June 19, 2013 at 3:06 PM ET
If only prospective employers sought you out as aggressively as some career sites do. You could just sit back and wait for your dream job to show up on a Super Bowl commercial or banner ad. With so many websites vying for job seekers’ attention, it’s easy to while away precious hours trying them all. Instead, pick your spots. Experts suggest spending most of your time networking, not clicking through endless listings.
To help you focus your search, Cheapism.com has highlighted two free sites for job seekers:
Indeed is the Google of job search sites, aggregating postings from company websites and job boards around the web. Users can search by keyword (try entering a degree or certification, for example) and set up email alerts, so they can jump on matching results right away. The site impresses job seekers with the volume and breadth of its listings and earns much higher ratings overall than competitors in online reviews. Many point to the salary search tool, which gleans information from job listings to estimate how much users can expect to make and help them answer those dreaded requests for salary requirements. The site also includes company reviews with feedback from employees. Most important, success stories abound.
Monster is the mother of all online job boards. Its size attracts advertising and a certain amount of spam but also plenty of quality listings, according to online reviews. The site stands out for offering free resources such as sample interview questions and resumes. A Facebook app, BeKnown, ferrets out connections users may have at a particular company or within their chosen field. As on Indeed, users can save their searches and request email alerts. Advanced search tools filter results by salary range, years of experience and other factors.

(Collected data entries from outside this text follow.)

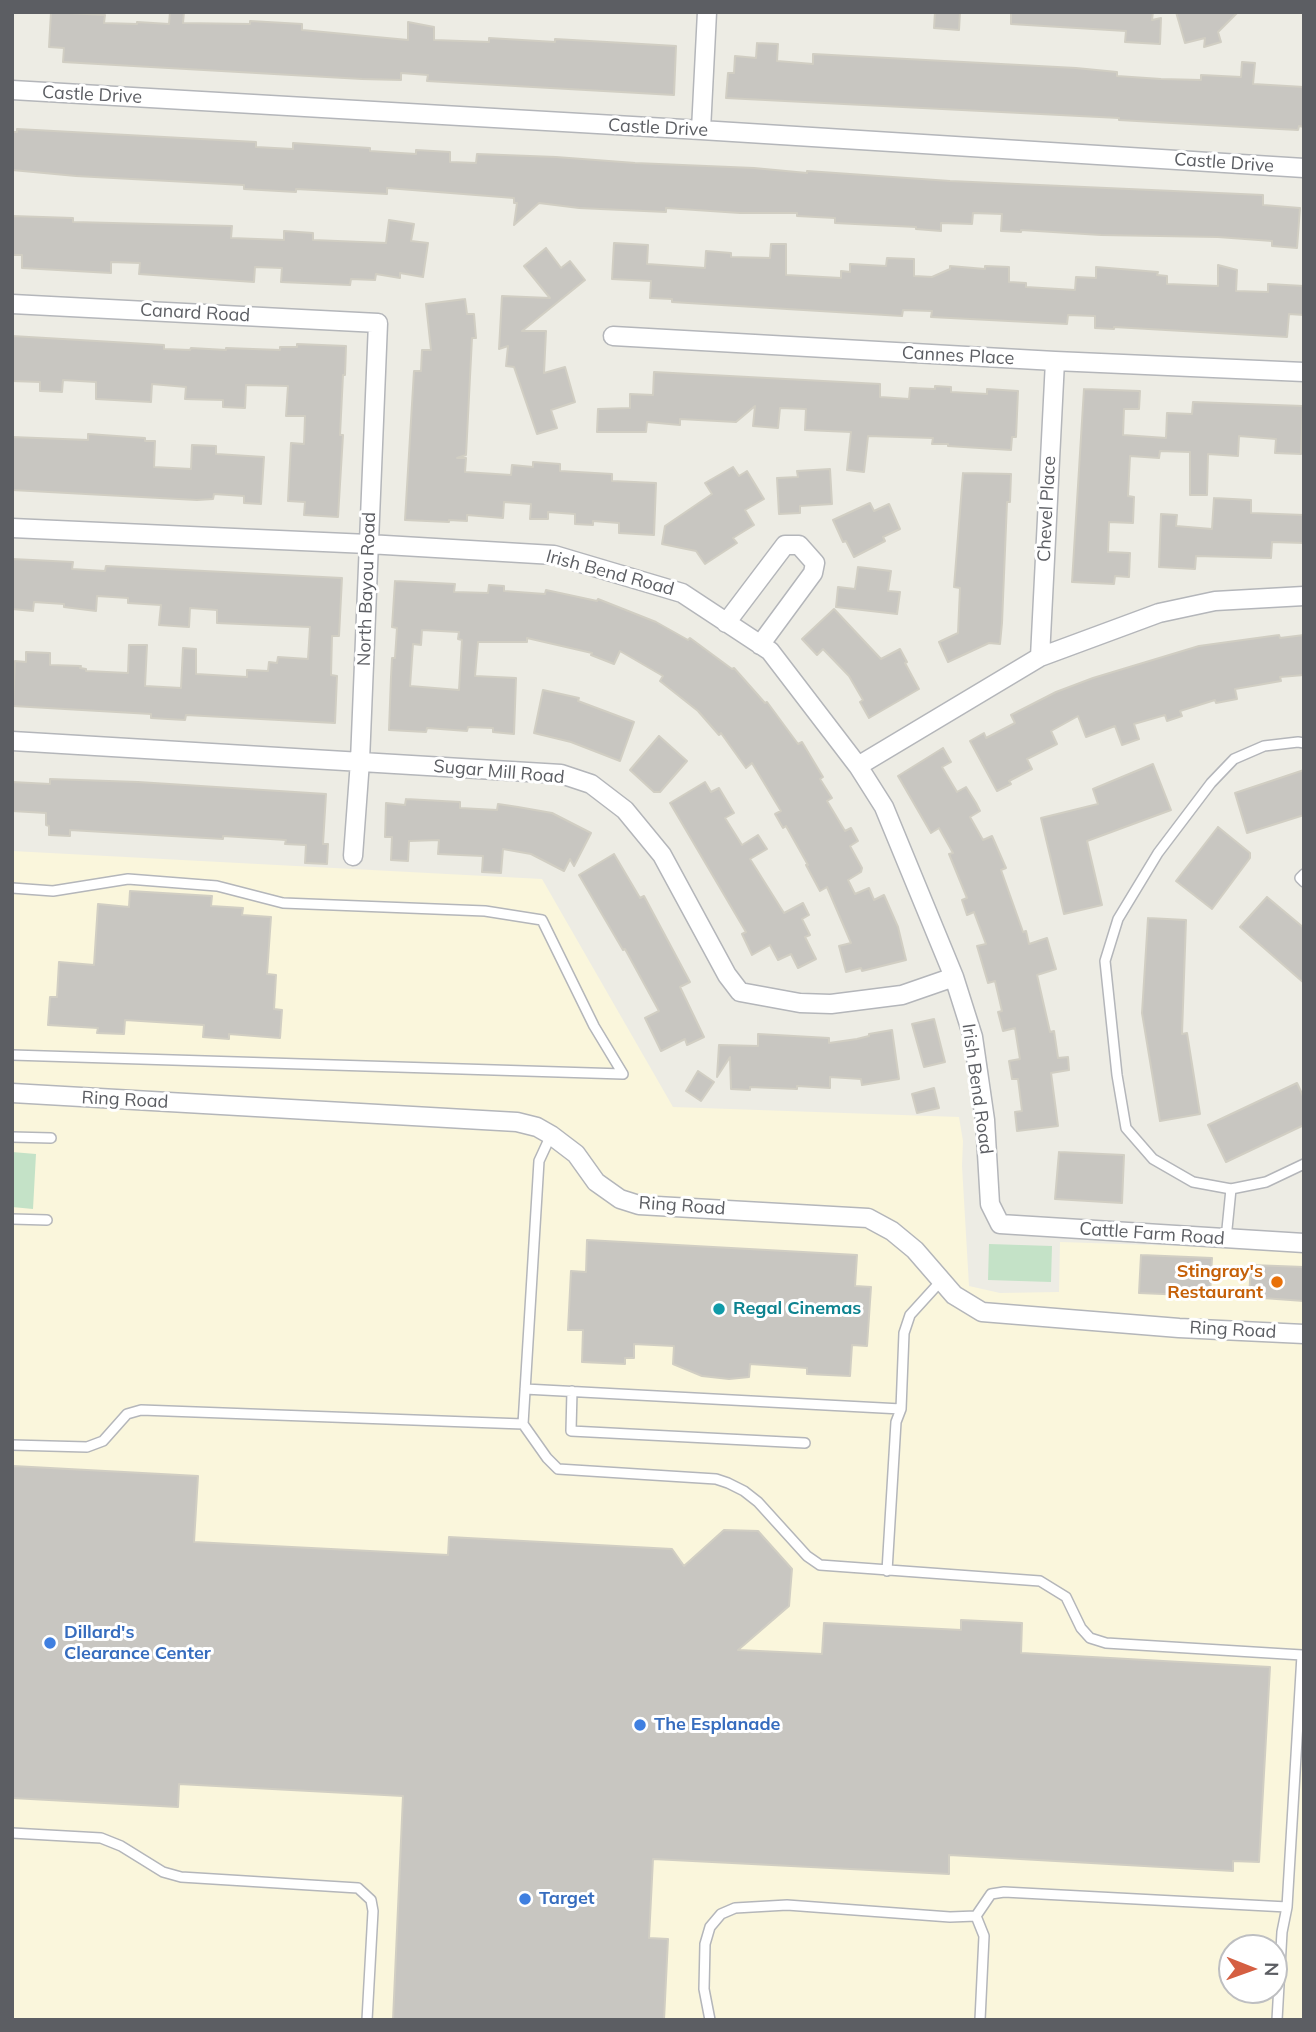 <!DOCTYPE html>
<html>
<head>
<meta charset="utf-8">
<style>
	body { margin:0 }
	#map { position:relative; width:1316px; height:2032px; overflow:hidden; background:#edece4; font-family:Mulish,sans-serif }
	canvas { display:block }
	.frame { position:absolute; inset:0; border:14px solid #5c5e63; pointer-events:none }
	.north { position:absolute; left:1218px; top:1934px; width:70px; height:70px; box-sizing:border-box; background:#fff; border:2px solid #bebfc1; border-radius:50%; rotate:91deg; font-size:19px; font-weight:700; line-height:28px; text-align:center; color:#5c5e63 }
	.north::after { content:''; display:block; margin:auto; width:24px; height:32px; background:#d55f42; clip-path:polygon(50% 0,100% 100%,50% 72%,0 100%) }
</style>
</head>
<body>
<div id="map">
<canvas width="1316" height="2032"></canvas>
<div class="frame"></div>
<div class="north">N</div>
</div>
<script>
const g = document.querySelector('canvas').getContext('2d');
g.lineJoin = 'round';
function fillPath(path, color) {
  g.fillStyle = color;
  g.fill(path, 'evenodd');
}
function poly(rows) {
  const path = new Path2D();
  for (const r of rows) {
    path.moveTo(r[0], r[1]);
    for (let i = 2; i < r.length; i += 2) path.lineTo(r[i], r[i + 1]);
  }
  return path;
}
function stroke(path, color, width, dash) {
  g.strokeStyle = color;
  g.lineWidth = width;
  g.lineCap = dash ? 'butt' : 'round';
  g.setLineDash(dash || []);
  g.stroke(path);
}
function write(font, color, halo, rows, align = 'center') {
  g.font = font + ' Mulish,sans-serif';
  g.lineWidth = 6;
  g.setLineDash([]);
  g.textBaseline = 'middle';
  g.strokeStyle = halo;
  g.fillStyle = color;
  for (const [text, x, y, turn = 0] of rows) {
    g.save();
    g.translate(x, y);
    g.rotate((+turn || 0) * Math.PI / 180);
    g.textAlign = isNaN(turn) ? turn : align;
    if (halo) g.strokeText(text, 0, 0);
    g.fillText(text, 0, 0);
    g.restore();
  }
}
fillPath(poly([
	[12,851,542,879,673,1107,959,1117,963,1141,962,1166,969,1286,1000,1293,1059,1292,1060,1242,1304,1250,1304,2020,12,2020],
	[1232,1948,1274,1948,1274,1990,1232,1990]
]), '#faf6dc');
fillPath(poly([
	[12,1152,36,1154,33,1209,12,1207],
	[989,1244,1052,1246,1051,1282,988,1280]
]), '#c4e2c7');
const building = poly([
	[51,12,105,15,104,23,137,24,137,22,169,24,170,12,184,12,183,23,250,24,250,21,302,24,302,30,408,40,408,22,434,27,434,40,489,42,489,38,555,42,555,39,676,46,674,95,427,81,428,75,401,73,401,80,362,79,63,62,64,48,49,47,51,12],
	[935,12,960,12,959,30,934,28,935,12],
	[1011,12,1153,12,1152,20,1161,18,1160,44,1125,42,1126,31,1011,24,1011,12],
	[1176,12,1238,12,1218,32,1221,42,1204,47,1205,38,1185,43,1176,12],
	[757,43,778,44,777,61,813,64,813,54,1076,68,1117,72,1117,76,1161,79,1201,80,1201,75,1241,77,1242,62,1255,63,1253,84,1304,87,1304,127,1299,126,1298,130,1279,129,1119,120,1119,118,726,98,728,73,734,73,735,56,756,58,757,43],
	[17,129,256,142,256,147,293,149,293,143,370,148,370,151,416,154,416,150,450,152,450,162,476,163,477,154,556,157,635,163,754,168,807,173,807,171,950,181,1263,195,1263,205,1300,208,1297,248,1272,246,1272,241,1218,237,1101,235,1021,230,1021,232,1001,231,1002,214,973,213,972,224,941,223,941,231,916,229,916,227,835,223,835,218,797,216,797,213,740,213,666,208,666,212,579,208,539,203,514,225,517,203,514,203,514,198,387,188,387,194,296,189,296,192,244,189,244,185,76,176,12,170,12,132,17,132,17,129],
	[12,216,73,218,73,222,232,226,231,238,284,240,284,231,313,233,313,240,386,243,389,220,414,224,411,241,428,243,423,277,400,273,400,278,376,274,375,280,351,279,350,285,281,282,282,268,255,267,254,282,139,274,140,263,111,262,111,273,22,268,22,255,12,255,12,216],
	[614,243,648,245,647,264,705,268,706,251,731,253,731,257,770,258,771,244,786,244,786,275,841,278,841,271,850,272,850,264,886,266,887,258,914,259,914,276,932,277,950,269,950,266,985,269,985,266,1009,267,1009,282,1026,283,1026,287,1075,290,1076,277,1096,278,1096,267,1158,272,1157,275,1167,276,1167,284,1218,286,1218,265,1237,270,1236,291,1268,292,1268,284,1304,286,1304,315,1289,314,1287,337,1114,327,1114,329,1095,328,1095,316,1068,315,1067,324,931,317,932,311,903,310,902,316,672,302,672,299,650,298,651,281,612,279,614,243],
	[546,248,561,268,570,261,585,280,522,331,546,331,544,373,565,367,575,402,551,410,557,428,537,434,514,367,506,366,508,346,499,349,502,296,550,298,524,266,546,248],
	[465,299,467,314,474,314,476,338,472,338,466,455,457,458,466,458,465,472,511,475,512,465,533,467,533,462,560,464,560,471,612,474,612,481,656,483,654,535,619,533,619,523,593,521,593,525,575,524,575,514,548,512,548,519,530,519,531,504,504,502,503,518,467,515,467,521,449,520,449,522,405,520,414,371,421,371,422,350,431,350,426,304,465,299],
	[12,336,164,345,164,349,190,350,191,348,226,350,226,348,280,350,280,347,297,347,297,344,346,346,345,375,343,375,340,435,343,435,338,517,304,515,305,502,288,501,291,443,304,444,305,416,286,416,288,386,246,385,245,408,223,407,223,400,185,399,186,387,152,384,151,402,96,399,96,382,63,380,62,392,40,391,40,382,12,381,12,336],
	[654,372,880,384,880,397,909,399,910,388,935,389,935,386,951,387,951,392,987,394,987,389,1018,391,1016,437,1012,437,1011,450,948,446,948,444,932,444,933,438,868,436,864,472,847,470,851,432,805,430,806,409,780,408,778,428,753,426,755,406,736,422,680,419,680,425,647,422,646,432,597,432,598,409,630,408,630,394,653,395,654,372],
	[1084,389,1140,391,1139,409,1124,409,1123,435,1166,438,1167,413,1192,414,1193,402,1303,406,1301,454,1275,453,1276,439,1239,436,1238,456,1208,454,1207,495,1190,495,1190,452,1160,451,1159,458,1130,456,1128,496,1134,497,1133,523,1109,522,1108,552,1130,553,1129,577,1115,576,1114,584,1072,582,1084,389],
	[88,434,145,438,145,441,155,441,154,467,191,469,192,445,216,446,216,454,264,457,261,504,244,503,244,496,214,494,213,499,197,500,12,490,12,437,88,440,88,434],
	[733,467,739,476,747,471,764,499,745,510,754,525,733,538,737,543,705,564,696,551,662,544,665,526,712,494,705,483,733,467],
	[830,469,832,504,800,506,800,513,779,514,777,478,798,477,797,471,830,469],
	[963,473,1011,474,1010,502,1007,502,1002,623,1000,644,989,643,948,662,939,642,958,633,960,588,954,587,963,473],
	[1214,498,1251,500,1251,513,1304,515,1304,543,1272,542,1271,558,1196,556,1195,569,1159,567,1161,514,1177,515,1176,526,1212,529,1214,498],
	[870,503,874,511,889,504,900,529,883,537,885,541,854,557,846,541,843,542,833,520,870,503],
	[12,559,73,562,72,569,105,571,106,566,342,578,339,636,332,636,331,675,337,676,335,723,186,715,185,720,151,718,151,714,13,706,15,661,26,662,26,652,50,653,50,665,81,666,80,668,86,669,86,671,128,673,129,645,147,645,145,686,181,688,183,648,196,649,196,674,247,677,247,670,268,671,269,662,277,663,278,657,308,659,310,627,217,623,217,610,190,608,189,627,159,625,161,605,128,603,128,598,97,596,96,611,64,607,64,604,34,602,33,611,12,609,12,559],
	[858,567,891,571,888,591,900,592,897,614,836,607,838,587,855,589,858,567],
	[395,581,455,584,454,592,488,593,489,585,504,586,504,591,545,594,546,590,597,601,598,599,656,622,688,640,690,638,732,669,734,668,765,703,767,702,798,744,802,742,823,777,820,779,832,798,827,801,845,831,851,828,858,841,850,846,862,868,861,872,848,880,855,894,869,888,874,900,884,895,898,927,906,960,862,971,861,968,846,972,839,946,851,943,827,887,820,891,806,865,808,865,786,826,783,828,775,814,781,811,752,763,746,768,721,733,719,735,698,711,660,681,663,676,620,651,614,664,591,655,592,653,527,638,527,642,478,642,475,676,516,678,514,734,493,732,493,728,468,727,467,731,427,728,426,732,389,730,391,677,392,658,395,658,397,628,392,627,395,581],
	[422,630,459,632,458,639,462,640,459,690,410,686,413,644,421,645,422,630],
	[834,609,881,659,900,649,907,662,905,663,919,689,869,718,860,702,863,700,849,676,823,649,817,655,802,639,834,609],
	[1279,635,1280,638,1304,635,1304,675,1280,677,1281,681,1235,689,1237,699,1216,703,1215,700,1180,711,1182,716,1167,721,1165,715,1134,724,1139,739,1122,745,1115,726,1086,737,1078,716,1051,731,1057,744,1027,759,1032,769,1009,781,1011,784,997,791,970,741,984,733,986,738,1015,723,1011,715,1056,692,1093,678,1199,646,1279,635],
	[543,690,579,698,578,701,634,722,620,761,571,742,534,733,543,690],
	[659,736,687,761,660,792,654,792,630,770,659,736],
	[943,748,951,762,942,767,957,792,966,787,976,803,980,811,970,817,983,840,992,836,1006,868,1001,870,1023,932,1026,931,1029,944,1047,938,1056,969,1037,975,1050,1032,1054,1031,1058,1058,1068,1057,1069,1070,1051,1073,1058,1126,1017,1131,1015,1112,1022,1111,1018,1079,1012,1079,1009,1061,1020,1059,1015,1028,1003,1031,998,1012,1002,1011,995,981,988,983,977,946,986,944,974,912,967,915,962,900,967,898,949,854,953,853,939,828,931,833,898,776,943,748],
	[1153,764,1171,810,1087,841,1102,905,1064,914,1041,818,1098,804,1093,789,1153,764],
	[1304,770,1304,815,1247,833,1235,793,1304,770],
	[50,779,138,782,326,794,323,844,328,844,327,864,305,863,306,845,285,844,286,840,223,836,223,839,70,830,70,836,49,835,49,826,46,825,46,813,12,811,12,782,50,784,50,779],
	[705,782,711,792,719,788,734,813,725,818,742,845,758,835,767,849,750,859,784,913,803,903,809,915,802,919,810,935,805,937,816,959,798,968,791,954,778,960,770,945,752,955,742,934,746,932,670,803,705,782],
	[406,799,460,802,460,808,497,810,498,804,518,807,552,813,591,833,574,866,570,859,564,871,531,854,503,849,501,873,482,872,483,856,438,854,439,840,409,841,408,861,391,860,392,837,385,837,386,803,405,805,406,799],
	[1218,827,1250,853,1250,858,1212,909,1176,881,1218,827],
	[614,854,640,898,644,896,690,982,680,987,704,1037,687,1045,685,1039,661,1051,645,1018,659,1011,625,949,623,950,579,875,614,854],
	[130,891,212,896,211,906,243,908,242,915,271,917,267,974,276,975,274,1009,282,1010,280,1038,229,1034,229,1039,203,1037,204,1025,125,1020,124,1034,97,1033,98,1028,48,1025,50,997,57,997,59,962,94,965,98,904,129,907,130,891],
	[1267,897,1304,928,1304,983,1240,927,1267,897],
	[1148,918,1186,920,1182,1034,1187,1033,1200,1114,1160,1121,1142,1013,1148,918],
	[934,1019,945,1062,924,1067,912,1024,934,1019],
	[892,1030,899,1079,862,1085,861,1079,830,1077,830,1088,797,1086,797,1089,750,1087,750,1090,731,1089,730,1057,717,1077,719,1045,758,1046,758,1034,829,1038,829,1043,857,1039,869,1036,869,1034,892,1030],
	[698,1071,714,1082,701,1101,686,1091,698,1071],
	[1297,1083,1304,1098,1304,1125,1226,1162,1208,1125,1297,1083],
	[934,1088,939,1108,917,1113,912,1094,934,1088],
	[1059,1152,1124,1155,1122,1203,1055,1199,1059,1152],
	[587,1240,857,1255,855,1286,871,1287,867,1346,852,1345,850,1376,807,1374,807,1368,750,1364,749,1377,729,1379,702,1376,673,1364,674,1346,634,1344,634,1358,625,1358,625,1364,582,1362,583,1330,568,1330,571,1271,586,1272,587,1240],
	[1141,1255,1212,1258,1210,1296,1139,1293,1141,1255],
	[1251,1265,1304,1267,1304,1301,1249,1297,1251,1265],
	[13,1466,198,1476,194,1542,448,1555,449,1537,672,1549,684,1566,724,1530,758,1531,792,1569,789,1606,738,1650,822,1654,824,1623,961,1630,961,1620,1022,1623,1021,1653,1270,1667,1259,1862,1233,1861,1233,1871,949,1855,949,1874,653,1859,649,1938,668,1939,664,2020,393,2020,403,1796,179,1784,178,1807,12,1798,13,1466]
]);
fillPath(building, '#c8c6c1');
stroke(building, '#d1cec3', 2);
const lane = poly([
	[1304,743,1298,742,1264,746,1234,759,1211,783,1158,853,1118,919,1105,961,1117,1075,1126,1128,1153,1159,1193,1182,1231,1189,1266,1182,1304,1164],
	[1304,874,1300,878,1304,882],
	[12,888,53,891,128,879,217,886,283,903,485,911,542,920,594,1026,623,1074],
	[12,1055,623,1074],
	[12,1137,51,1138],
	[12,1219,47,1220],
	[1226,1239,1231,1189],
	[525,1389,901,1409],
	[572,1391,571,1431,805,1443],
	[523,1424,539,1161,551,1135],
	[12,1445,87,1447,103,1441,127,1414,141,1410,523,1424,547,1458,558,1469,716,1479,728,1483,744,1491,758,1502,807,1556,820,1565,1040,1581,1066,1597,1081,1628,1090,1638,1106,1643,1302,1655,1287,1907,1282,1932,1277,2020],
	[887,1571,896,1422,901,1409,904,1333,910,1315,940,1282],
	[12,1833,101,1838,121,1846,163,1872,181,1877,358,1888,371,1900,373,1911,367,2020],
	[976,1916,984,1936,980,2020],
	[710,2020,704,1989,705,1944,710,1927,721,1914,735,1908,787,1905,950,1917,976,1916,991,1894,1004,1892,1287,1907]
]);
const street = poly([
	[12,90,701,130,1304,168],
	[701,130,707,12],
	[12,304,378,323,360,761,353,856],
	[613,336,1055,361,1304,372],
	[12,528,368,544,554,555,682,593,770,651,858,766,884,807,954,977,973,1037,985,1120,990,1204,1000,1224,1304,1243],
	[726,623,785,545,799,545,815,563,813,573,760,645],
	[1040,657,1055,361],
	[12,741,561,774,591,784,625,810,662,855,727,975,740,992,800,1003,831,1004,902,995,954,977],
	[858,766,1040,657,1159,613,1215,601,1304,596],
	[12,1093,517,1122,537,1127,551,1135,576,1154,596,1182,620,1199,639,1205,868,1218,892,1231,915,1250,954,1295,982,1312,1179,1328,1304,1334]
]);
stroke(lane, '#b4b6ba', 12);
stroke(street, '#b4b6ba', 21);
stroke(lane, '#fff', 9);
stroke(street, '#fff', 18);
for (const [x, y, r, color] of [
	[1277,1282,7,"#e8710a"],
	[719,1309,7,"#0f9aa8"],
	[50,1643,7,"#3f7fe0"],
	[640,1725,7,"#3f7fe0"],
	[525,1899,7,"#3f7fe0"]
]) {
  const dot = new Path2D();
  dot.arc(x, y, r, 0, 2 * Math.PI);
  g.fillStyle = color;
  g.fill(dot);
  stroke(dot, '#fff', 2.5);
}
write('18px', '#5c5e63', '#fff', [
	["Castle Drive",92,95,3],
	["Castle Drive",658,128,3],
	["Castle Drive",1224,163,4],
	["Canard Road",195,313,3],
	["Cannes Place",958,356,3],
	["Chevel Place",1047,509,-87],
	["Irish Bend Road",610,573,15],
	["North Bayou Road",367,589,-88],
	["Sugar Mill Road",499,772,5],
	["Irish Bend Road",977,1089,82],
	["Ring Road",125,1100,3],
	["Ring Road",682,1206,4],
	["Cattle Farm Road",1152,1234,4],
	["Ring Road",1233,1330,3]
]);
write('bold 18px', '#c56008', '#fff', [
	["Stingray's",1263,1272],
	["Restaurant",1263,1293]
], 'right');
write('bold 18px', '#0d838f', '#fff', [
	["Regal Cinemas",733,1309]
], 'left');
write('bold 18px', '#366cbe', '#fff', [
	["Dillard's",64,1633],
	["Clearance Center",64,1654],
	["The Esplanade",654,1725],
	["Target",539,1899]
], 'left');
</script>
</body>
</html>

Both of these sites offer apps for Android and Apple iOS devices, but reviewers lament their somewhat limited capabilities. Job seekers may be better off sticking with the full-featured websites, where they can not only peruse listings but also post a resume, in the hope of attracting the attention of a recruiter or potential employer, and apply for open positions. Many Monster users seem to appreciate the option to prevent certain companies (i.e., their employers) from seeing their resumes, a key feature for anyone who wants to test the water without jeopardizing their current position.
Forbes has amassed some advice from career coaches for getting the most out of sites like these. Among the tips: Use job listings to inform your cover letters and resume. Note job requirements, qualifications, and “buzzwords” that appear often and include them in your CV. On Monster you can even enlist a professional to write a resume and cover letter for you, but those services carry sizable fees: The most popular packages cost more than $200.